By collaborating with Livingstone client Summit, the online retailing specialist acquired by TCC Global this year, Carpetright was able to harness key data that allows the retailer to personalise its engagement with each customer. By creating a series of interaction points on its website, Carpetright was able to track its customers' progress from website to store, monitoring engagement including input into the local store locator function, requests for free samples, and requests for floor measuring.
Armed with this information, the retailer was able to match online customer data with sales data collected in-store, and thus build a comprehensive profile of its customers and how they shop. The insights the retailer was able to glean as a result included the fact that 25% of those who interact with Carpetright's website go on to buy in-store, compared to 18% who browse Carpetright products on their phone or tablet.
Harnessing technology to empower the shop floor
As well as offering consumers increased product choice and power over where and when they shop, technology has transformed the way in which retailers communicate with their customers – and vice versa. By using technology to tap into historical behavioural data, large 'faceless' retailers are now able to connect with customers in a way that feels far more personal.
However, there are risks and downsides as well. Smartphones have transformed the way that consumers shop, and made them much more informed and empowered. Consumers are able to check stock and compare prices on their smartphone whilst in-store, removing the need to interact with sales staff.

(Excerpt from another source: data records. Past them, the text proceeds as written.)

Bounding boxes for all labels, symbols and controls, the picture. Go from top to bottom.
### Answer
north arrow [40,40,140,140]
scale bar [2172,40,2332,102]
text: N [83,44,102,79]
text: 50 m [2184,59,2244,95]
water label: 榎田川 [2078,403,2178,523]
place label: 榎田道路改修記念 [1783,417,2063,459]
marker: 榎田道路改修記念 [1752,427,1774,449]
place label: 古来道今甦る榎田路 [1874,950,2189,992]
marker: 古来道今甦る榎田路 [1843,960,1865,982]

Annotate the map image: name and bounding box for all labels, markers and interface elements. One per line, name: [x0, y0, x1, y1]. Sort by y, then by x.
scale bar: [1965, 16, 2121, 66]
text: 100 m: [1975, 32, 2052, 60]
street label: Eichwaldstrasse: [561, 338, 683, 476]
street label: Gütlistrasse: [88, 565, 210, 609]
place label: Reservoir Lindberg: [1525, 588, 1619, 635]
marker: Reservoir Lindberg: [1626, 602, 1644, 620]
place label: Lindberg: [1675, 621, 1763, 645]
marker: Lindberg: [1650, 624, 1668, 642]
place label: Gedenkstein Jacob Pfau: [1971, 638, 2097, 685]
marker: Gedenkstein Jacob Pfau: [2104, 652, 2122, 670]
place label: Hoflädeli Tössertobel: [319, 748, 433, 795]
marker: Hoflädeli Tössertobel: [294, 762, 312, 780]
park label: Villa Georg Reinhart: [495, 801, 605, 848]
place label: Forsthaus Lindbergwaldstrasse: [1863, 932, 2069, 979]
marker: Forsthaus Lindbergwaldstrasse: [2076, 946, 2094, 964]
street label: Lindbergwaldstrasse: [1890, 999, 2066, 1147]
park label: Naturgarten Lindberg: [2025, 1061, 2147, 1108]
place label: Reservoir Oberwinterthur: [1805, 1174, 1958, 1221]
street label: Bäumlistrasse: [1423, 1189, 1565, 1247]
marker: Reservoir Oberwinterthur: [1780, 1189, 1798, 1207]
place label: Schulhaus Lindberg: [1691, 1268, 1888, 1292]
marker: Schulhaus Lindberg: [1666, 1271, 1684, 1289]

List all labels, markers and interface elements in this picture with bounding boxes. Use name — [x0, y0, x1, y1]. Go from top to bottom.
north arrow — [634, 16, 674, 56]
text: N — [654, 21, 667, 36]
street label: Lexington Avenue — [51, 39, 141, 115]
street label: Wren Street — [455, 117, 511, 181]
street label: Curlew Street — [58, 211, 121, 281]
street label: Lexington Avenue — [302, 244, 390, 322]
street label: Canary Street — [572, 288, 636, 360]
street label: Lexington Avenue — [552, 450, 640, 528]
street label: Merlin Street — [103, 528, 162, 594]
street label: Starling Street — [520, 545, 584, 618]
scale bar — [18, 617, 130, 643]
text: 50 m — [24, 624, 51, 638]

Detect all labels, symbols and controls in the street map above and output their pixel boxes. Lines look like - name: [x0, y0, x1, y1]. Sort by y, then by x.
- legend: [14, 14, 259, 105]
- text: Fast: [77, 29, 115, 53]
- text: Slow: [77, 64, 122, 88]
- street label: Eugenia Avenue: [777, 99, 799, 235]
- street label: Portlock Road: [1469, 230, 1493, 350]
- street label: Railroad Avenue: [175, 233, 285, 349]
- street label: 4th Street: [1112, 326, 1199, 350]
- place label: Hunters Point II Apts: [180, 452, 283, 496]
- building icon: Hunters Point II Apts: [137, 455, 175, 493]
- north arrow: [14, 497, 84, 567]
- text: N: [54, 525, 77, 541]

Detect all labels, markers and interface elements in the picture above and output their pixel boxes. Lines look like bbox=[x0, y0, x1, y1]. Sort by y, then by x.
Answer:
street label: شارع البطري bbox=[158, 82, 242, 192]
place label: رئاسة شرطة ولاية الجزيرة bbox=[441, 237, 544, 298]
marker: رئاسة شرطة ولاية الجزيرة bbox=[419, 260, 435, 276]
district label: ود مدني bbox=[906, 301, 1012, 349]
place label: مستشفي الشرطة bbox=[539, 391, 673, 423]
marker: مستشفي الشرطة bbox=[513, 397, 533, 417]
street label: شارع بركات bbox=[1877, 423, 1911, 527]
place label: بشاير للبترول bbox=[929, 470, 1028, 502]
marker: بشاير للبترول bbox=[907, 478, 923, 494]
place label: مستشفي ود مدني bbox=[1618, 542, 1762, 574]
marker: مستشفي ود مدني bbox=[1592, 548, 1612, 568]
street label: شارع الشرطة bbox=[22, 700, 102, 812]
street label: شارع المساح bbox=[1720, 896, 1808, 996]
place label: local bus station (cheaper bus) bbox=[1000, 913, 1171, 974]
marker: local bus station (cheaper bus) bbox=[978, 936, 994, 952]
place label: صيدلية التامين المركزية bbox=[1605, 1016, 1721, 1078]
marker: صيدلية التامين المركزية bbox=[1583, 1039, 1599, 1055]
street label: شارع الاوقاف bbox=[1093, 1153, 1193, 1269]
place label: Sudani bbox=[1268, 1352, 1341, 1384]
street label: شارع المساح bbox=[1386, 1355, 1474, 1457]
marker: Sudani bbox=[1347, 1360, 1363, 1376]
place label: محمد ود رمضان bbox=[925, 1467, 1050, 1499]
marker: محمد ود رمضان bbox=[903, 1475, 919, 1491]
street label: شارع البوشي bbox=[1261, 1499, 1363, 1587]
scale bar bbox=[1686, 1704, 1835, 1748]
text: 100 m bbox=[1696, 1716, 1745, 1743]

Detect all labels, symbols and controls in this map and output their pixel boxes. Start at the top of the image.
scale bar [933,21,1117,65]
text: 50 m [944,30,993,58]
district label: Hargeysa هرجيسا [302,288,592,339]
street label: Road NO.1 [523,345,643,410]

Limited engagement with the retailer increases the risk of the consumer leaving the store empty handed and impacts brand loyalty.
In response, retailers need to equip their staff with the tools that they need to drive engagement and offer extra perks that go beyond what they can access for themselves online. Earlier this year, high street pharmacy giant Boots armed its teams with iPad apps that allow them to check the store's product information, browse ratings and reviews, and look up inventory in store and online in real-time.
Boots now intends to roll out technology that will alert staff when a customer signed up to its loyalty scheme walks through the door, and also provide comprehensive details of that shopper's likes, dislikes and shopping habits. The Boots app also displays the status and location of a parcel that a customer has ordered for click & collect, allowing staff to hand it over immediately. This way, the customer doesn't have to remember order numbers or bring any documentation, limiting the friction at the point of sale and making the whole process more convenient.
Linking mobile apps with loyalty schemes can also provide retailers with valuable data insights that can help increase footfall and boost customer loyalty. However, privacy issues will always be there in the background, and retailers need to strike the right balance between using this personal information for commercial insights and protecting customer data.
Retail platforms are no longer siloed. It is clear that more and more consumers are now adopting a multi-channel approach when browsing new product lines and in-store stock and when making purchasing decisions. The personalisation journey has only just begun, and the more that retailers (quite rightly) invest in meeting "anytime, anywhere, anyhow" customer needs, the more customers will demand and expect from their retailers.